Stored data section start

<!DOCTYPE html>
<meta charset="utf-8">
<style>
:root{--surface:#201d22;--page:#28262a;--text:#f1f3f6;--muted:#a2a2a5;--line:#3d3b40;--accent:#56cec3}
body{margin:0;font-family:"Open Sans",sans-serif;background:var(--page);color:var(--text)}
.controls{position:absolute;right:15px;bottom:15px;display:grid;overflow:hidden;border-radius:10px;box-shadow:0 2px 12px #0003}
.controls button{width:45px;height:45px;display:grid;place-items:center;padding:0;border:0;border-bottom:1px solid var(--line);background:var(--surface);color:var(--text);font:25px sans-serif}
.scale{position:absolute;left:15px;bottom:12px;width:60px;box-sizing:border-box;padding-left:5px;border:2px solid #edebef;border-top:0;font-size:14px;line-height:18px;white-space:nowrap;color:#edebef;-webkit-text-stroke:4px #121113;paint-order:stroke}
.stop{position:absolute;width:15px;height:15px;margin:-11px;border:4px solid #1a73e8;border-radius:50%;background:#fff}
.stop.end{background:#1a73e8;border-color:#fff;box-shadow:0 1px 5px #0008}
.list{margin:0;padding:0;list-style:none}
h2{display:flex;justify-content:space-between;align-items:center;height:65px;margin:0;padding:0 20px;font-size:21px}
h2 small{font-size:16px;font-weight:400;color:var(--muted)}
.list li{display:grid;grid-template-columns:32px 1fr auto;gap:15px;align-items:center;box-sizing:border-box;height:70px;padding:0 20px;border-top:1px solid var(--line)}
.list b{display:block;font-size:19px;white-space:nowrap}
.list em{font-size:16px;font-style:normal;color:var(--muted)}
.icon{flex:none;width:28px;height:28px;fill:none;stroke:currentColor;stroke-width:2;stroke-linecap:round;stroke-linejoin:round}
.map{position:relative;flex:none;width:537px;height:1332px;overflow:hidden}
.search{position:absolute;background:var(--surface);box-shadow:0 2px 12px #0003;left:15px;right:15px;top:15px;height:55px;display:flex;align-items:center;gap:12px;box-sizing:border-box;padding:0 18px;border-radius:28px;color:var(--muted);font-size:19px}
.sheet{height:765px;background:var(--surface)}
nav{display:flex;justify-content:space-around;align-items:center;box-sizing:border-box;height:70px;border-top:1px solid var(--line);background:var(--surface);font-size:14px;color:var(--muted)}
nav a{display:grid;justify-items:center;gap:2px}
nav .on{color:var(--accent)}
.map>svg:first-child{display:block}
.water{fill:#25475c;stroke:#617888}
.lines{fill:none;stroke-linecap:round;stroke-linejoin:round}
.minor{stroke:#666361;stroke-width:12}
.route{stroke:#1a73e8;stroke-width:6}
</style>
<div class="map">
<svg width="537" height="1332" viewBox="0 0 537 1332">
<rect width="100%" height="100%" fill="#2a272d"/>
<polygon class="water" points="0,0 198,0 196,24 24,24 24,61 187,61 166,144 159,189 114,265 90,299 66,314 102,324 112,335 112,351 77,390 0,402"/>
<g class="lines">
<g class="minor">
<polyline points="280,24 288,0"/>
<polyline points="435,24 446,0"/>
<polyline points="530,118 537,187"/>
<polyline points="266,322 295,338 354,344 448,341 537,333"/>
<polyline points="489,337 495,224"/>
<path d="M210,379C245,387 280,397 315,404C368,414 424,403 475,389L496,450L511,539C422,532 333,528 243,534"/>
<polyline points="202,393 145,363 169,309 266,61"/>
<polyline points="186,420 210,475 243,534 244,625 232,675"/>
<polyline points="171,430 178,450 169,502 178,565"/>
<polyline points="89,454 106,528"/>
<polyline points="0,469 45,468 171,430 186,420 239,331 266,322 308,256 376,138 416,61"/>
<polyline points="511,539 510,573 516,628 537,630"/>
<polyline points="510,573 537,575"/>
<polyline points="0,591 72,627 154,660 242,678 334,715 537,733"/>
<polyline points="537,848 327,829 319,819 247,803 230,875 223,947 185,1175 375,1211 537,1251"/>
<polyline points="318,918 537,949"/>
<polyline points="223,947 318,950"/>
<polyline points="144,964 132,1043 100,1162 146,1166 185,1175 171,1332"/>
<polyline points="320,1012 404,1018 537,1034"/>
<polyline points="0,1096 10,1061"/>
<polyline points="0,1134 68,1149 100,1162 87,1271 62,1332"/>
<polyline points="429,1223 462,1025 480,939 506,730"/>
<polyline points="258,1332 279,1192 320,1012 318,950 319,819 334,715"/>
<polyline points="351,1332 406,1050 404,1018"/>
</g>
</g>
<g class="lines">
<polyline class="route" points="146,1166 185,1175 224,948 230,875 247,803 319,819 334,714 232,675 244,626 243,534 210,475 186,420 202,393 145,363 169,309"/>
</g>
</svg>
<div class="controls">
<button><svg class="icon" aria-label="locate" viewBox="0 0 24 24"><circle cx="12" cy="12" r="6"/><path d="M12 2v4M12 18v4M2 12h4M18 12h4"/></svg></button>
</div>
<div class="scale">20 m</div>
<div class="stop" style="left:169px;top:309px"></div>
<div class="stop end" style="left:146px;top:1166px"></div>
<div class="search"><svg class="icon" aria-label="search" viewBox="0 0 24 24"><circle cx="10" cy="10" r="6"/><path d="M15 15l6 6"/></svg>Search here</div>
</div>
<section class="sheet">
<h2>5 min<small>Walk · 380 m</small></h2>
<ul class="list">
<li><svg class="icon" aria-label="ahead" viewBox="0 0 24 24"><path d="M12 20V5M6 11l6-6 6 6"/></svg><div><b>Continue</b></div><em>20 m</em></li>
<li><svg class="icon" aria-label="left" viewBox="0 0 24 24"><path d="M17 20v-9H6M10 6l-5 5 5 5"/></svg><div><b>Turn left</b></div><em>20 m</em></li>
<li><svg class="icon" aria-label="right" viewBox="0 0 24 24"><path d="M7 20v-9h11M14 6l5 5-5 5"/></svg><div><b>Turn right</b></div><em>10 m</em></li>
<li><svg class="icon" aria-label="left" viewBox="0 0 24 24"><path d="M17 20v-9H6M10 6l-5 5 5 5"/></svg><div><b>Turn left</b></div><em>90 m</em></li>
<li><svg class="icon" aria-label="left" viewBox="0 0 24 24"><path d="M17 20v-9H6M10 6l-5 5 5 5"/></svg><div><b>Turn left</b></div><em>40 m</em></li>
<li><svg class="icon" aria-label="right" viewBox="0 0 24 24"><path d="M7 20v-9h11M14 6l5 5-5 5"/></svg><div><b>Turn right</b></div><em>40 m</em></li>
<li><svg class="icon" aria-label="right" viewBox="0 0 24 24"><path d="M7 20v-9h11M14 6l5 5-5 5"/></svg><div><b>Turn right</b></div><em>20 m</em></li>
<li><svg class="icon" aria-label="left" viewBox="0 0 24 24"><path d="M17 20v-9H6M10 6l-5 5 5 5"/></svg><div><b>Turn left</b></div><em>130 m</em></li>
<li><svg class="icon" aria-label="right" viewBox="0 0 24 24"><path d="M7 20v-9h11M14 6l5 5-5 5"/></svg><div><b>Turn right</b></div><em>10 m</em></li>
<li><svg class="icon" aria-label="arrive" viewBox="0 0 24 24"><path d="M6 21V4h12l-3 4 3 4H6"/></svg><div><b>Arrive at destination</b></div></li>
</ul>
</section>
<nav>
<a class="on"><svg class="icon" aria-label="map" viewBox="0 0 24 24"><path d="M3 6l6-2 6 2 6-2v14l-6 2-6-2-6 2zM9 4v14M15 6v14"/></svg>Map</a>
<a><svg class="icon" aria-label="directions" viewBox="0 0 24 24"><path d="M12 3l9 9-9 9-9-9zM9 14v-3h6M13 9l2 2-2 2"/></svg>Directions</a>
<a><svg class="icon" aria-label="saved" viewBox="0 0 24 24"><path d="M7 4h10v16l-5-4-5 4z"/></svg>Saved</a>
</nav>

Stored data section end

## Exercise
Please give a count of the lines in the records where the word "controls" occurs, with nothing besides it.

## Exercise solution
3